New York/Los Angeles. In times of bounty, when appetites are abundant, taste tends to favor the big, bold, and definitive, particularly in the realm of contemporary art. The most desired work is often that which is easy to like, to understand and consume.
When times are more challenging, interest shifts to complex and demanding art. What was recently popular in the market can now appear shallow, frivolous or decorative. Instead, focus gravitates to art that engages with themes of mortality and identity; art that is concerned with the profound, the not-easily-understood or that which is not fully knowable.
In times of uncertainty, content takes precedence over convenience. (Incidentally, these differences can also delineate the line between speculators and real collectors.) I saw this shift from the bullish early 1980s, when bold expressionist painting ruled the day, to the more intimate and introspective work that started to gain recognition at the end of that decade, just as the decimating impact of AIDS on creative communities could be felt and seen everywhere.
It is perhaps not surprising, then, that at this time of political and social unease, the most engaging exhibitions of contemporary art to launch the new year are major retrospectives of two of the most compelling—and yet, for many people, unfamiliar—contemporary artists working today. These are exhibitions not of young artists, but of work by the 90-year old Marisa Merz at the Met Breuer in New York, and by the 76-year old Jimmie Durham at the Hammer Museum in Los Angeles. Both are artists who have shown infrequently.
The Italian Merz achieved great success in the early days of Arte Povera—one of the few women artists in Europe of her generation to gain such acknowledgement. Marisa has spent her lifetime drawing, weaving, and sculpting intimate and highly personal expressions of self in ways that could be as naturally linked to Christianity as to feminism. Her work has over time, however, faded into the shadows cast by her husband, another giant of European postwar art, Mario Merz. This back-grounding of her work was partly Marisa’s own personal decision and partly due to the way the market tends to favor male artists.
As for the Native-American Durham, he was a major presence in New York in the 1980s as an artist, curator, and activist who brought to the public the work of many artists of color long before the recent upsurge of interest by collectors and mainstream museums. He has been addressing issues of racism and of political and cultural struggle in sculptures, drawings, and assemblages that can be complex, confrontational, and beautiful. He had chosen to not visit or exhibit in the United States in many years, until now.
Both exhibitions are exquisitely curated, and lay out the artistic, psychological, and cultural complexities of the artists.
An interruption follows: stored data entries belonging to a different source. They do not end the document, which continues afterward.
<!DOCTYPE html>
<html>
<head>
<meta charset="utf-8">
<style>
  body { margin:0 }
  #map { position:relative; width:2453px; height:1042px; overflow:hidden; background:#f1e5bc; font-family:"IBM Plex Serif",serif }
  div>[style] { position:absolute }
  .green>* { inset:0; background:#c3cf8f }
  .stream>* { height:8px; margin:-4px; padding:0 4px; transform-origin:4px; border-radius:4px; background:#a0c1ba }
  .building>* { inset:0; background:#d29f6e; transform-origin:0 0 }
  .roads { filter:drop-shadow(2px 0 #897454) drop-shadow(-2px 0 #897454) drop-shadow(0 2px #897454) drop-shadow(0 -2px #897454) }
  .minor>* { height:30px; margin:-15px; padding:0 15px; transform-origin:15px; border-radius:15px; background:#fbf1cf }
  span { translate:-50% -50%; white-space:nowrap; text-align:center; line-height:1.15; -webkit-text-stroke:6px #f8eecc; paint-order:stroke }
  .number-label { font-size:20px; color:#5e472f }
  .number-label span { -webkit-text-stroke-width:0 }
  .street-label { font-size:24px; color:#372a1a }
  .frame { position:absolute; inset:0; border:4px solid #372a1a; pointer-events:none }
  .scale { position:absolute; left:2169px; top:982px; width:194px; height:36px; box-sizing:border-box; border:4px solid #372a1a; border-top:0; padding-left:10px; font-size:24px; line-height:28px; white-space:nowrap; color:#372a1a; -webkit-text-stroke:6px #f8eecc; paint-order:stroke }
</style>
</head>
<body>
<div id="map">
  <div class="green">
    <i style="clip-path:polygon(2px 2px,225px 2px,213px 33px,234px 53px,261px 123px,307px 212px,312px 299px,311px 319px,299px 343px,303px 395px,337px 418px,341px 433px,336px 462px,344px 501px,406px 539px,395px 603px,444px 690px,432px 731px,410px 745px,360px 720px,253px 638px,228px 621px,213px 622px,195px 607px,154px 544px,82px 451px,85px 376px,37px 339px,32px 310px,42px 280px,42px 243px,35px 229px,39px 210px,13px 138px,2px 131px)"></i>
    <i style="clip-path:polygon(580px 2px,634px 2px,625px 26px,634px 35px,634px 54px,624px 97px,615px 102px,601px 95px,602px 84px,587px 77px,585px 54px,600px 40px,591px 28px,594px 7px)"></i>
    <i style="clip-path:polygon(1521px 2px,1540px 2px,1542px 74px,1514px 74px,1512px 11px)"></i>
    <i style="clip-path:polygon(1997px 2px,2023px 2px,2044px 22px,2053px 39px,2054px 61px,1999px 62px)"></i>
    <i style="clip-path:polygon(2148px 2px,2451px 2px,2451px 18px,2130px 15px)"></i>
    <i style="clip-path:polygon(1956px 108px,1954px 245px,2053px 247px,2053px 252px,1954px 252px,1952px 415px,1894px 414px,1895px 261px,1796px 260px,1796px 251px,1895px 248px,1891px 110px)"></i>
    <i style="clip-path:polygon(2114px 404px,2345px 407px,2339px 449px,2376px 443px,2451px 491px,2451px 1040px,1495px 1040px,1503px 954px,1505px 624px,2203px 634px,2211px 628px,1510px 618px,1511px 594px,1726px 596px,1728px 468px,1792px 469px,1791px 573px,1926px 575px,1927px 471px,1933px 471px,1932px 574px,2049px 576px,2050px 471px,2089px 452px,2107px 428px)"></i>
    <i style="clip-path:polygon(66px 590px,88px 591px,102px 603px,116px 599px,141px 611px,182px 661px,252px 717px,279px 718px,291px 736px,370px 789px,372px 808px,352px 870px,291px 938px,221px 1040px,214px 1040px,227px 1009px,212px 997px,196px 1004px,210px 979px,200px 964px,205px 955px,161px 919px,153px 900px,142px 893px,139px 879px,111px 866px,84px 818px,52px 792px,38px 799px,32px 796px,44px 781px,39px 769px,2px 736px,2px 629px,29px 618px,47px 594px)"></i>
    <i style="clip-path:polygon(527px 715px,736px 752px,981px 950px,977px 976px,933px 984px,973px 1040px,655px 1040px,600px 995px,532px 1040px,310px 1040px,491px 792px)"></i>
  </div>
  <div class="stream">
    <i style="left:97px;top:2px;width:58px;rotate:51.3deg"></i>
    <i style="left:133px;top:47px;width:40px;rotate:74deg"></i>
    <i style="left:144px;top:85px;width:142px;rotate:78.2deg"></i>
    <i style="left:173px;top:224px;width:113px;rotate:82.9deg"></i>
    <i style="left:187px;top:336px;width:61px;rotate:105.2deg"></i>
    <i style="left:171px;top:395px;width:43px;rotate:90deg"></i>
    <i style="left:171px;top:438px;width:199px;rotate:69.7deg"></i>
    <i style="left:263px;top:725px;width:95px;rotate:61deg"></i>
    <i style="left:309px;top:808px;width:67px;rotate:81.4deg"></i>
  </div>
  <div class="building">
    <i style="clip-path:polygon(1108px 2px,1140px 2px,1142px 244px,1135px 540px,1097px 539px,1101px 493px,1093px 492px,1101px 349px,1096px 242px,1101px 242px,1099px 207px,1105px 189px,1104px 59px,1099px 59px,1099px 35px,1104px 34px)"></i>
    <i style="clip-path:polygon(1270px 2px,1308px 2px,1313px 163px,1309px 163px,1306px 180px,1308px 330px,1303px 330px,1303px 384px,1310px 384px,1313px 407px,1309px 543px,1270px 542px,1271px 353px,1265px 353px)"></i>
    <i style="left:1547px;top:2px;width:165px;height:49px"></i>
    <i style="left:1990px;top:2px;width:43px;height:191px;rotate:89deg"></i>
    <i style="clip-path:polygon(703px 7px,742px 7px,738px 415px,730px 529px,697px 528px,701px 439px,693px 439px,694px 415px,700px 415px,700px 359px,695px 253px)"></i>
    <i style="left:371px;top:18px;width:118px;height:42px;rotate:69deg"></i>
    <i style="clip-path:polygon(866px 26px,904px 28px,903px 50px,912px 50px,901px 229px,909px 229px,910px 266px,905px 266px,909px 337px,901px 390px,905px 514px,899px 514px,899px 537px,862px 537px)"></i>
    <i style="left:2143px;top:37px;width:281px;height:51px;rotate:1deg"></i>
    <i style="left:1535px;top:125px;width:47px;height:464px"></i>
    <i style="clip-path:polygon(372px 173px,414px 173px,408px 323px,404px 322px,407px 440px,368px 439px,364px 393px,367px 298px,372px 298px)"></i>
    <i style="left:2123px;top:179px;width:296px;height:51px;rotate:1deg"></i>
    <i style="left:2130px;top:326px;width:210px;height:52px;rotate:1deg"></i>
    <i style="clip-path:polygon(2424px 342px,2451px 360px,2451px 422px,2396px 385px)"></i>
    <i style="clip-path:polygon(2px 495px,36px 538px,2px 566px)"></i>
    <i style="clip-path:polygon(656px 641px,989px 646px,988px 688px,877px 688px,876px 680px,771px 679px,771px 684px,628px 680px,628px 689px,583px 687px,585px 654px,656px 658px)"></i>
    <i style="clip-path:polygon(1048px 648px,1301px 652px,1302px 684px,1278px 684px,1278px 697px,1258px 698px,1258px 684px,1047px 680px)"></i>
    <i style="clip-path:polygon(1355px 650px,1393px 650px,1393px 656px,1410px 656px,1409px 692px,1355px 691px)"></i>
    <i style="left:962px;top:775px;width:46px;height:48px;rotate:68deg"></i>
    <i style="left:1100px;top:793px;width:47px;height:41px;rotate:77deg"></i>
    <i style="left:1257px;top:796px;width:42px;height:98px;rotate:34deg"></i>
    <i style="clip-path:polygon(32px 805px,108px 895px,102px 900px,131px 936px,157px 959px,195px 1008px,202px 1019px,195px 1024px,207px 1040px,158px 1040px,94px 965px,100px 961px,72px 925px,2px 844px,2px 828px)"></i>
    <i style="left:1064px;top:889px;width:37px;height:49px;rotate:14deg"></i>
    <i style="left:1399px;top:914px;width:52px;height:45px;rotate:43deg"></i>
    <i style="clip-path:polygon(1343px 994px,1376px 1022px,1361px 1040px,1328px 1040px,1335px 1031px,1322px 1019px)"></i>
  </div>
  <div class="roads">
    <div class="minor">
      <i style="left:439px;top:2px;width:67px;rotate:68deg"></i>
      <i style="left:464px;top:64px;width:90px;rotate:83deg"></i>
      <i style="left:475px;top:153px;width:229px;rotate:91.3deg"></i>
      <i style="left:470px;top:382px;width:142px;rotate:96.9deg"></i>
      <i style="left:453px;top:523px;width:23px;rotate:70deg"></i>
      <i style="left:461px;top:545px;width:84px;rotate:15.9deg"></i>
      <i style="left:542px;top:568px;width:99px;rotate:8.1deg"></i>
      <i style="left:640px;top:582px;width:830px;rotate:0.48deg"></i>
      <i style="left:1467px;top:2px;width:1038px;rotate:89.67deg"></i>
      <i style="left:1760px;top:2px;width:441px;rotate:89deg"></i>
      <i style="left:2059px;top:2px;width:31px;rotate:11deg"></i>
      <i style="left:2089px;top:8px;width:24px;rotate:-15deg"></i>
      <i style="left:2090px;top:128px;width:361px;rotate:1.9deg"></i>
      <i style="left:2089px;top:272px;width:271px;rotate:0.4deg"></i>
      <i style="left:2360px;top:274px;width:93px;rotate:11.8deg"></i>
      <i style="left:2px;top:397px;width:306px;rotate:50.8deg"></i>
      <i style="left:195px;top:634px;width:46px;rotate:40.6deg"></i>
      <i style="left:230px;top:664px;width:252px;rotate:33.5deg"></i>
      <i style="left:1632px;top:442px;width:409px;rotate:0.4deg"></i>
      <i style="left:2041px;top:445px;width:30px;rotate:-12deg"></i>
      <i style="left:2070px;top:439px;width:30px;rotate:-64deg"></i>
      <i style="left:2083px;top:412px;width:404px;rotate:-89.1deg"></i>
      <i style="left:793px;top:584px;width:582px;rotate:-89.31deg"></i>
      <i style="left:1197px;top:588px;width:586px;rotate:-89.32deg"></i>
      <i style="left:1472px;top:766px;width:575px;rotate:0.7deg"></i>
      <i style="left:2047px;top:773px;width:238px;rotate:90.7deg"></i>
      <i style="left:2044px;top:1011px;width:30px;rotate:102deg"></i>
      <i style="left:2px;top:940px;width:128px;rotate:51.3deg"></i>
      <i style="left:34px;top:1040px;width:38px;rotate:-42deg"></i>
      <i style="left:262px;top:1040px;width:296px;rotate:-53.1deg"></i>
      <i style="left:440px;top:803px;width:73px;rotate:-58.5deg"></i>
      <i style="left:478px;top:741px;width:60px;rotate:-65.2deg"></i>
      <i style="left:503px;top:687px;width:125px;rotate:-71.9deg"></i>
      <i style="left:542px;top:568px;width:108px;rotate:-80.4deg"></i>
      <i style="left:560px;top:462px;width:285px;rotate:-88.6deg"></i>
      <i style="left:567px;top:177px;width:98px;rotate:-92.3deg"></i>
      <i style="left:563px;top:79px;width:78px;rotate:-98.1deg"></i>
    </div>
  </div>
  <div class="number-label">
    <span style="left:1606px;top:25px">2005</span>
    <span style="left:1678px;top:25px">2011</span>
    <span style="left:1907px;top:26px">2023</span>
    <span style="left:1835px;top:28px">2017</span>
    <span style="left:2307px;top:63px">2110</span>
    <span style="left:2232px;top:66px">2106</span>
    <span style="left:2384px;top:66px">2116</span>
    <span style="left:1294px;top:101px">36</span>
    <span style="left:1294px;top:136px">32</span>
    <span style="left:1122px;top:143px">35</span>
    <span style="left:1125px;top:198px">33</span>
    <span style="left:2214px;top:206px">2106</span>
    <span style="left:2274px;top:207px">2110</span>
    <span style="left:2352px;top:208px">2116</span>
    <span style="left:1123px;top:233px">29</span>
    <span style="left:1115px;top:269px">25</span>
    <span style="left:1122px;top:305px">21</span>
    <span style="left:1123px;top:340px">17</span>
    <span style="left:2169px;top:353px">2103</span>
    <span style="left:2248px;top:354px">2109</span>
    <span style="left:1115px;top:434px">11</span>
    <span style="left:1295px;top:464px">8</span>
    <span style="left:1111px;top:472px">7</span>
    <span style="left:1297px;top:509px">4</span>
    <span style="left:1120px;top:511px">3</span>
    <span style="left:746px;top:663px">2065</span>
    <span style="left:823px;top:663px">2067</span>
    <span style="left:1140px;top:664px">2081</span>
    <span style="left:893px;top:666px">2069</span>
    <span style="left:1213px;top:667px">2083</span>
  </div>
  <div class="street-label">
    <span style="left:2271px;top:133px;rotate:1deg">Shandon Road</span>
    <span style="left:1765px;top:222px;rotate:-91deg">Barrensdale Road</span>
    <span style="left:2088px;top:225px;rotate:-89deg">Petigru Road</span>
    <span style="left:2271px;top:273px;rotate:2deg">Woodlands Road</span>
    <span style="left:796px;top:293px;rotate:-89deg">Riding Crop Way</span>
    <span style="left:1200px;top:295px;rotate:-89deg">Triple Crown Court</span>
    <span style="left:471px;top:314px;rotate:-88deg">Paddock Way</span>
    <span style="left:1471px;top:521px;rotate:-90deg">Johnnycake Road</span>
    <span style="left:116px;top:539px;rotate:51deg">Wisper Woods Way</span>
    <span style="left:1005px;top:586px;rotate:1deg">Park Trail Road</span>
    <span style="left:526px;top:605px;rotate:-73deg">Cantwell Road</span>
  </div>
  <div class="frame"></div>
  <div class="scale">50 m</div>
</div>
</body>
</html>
The shows reflect the rigor of Merz and Durham, two singular practitioners of the past 50 years who have at once been central to the dialogue of their times, while making work on the periphery of dominant styles.
Often it takes decades to absorb the profoundly beautiful and insightful when made on terms that do not yield to the systems by which we process, value and evaluate contemporary art. The implacable clarity of those that choose their own paths, who shy away from conformity—even those in nonconformist worlds, such as art—often construct the most solid foundations. Presto! Perfectly exquisite visions shout in their own ways, whether with forceful determination, as is often the case with Durham, or elfin splendor, as is the case with the fragile resilience of Merz’s adorational women.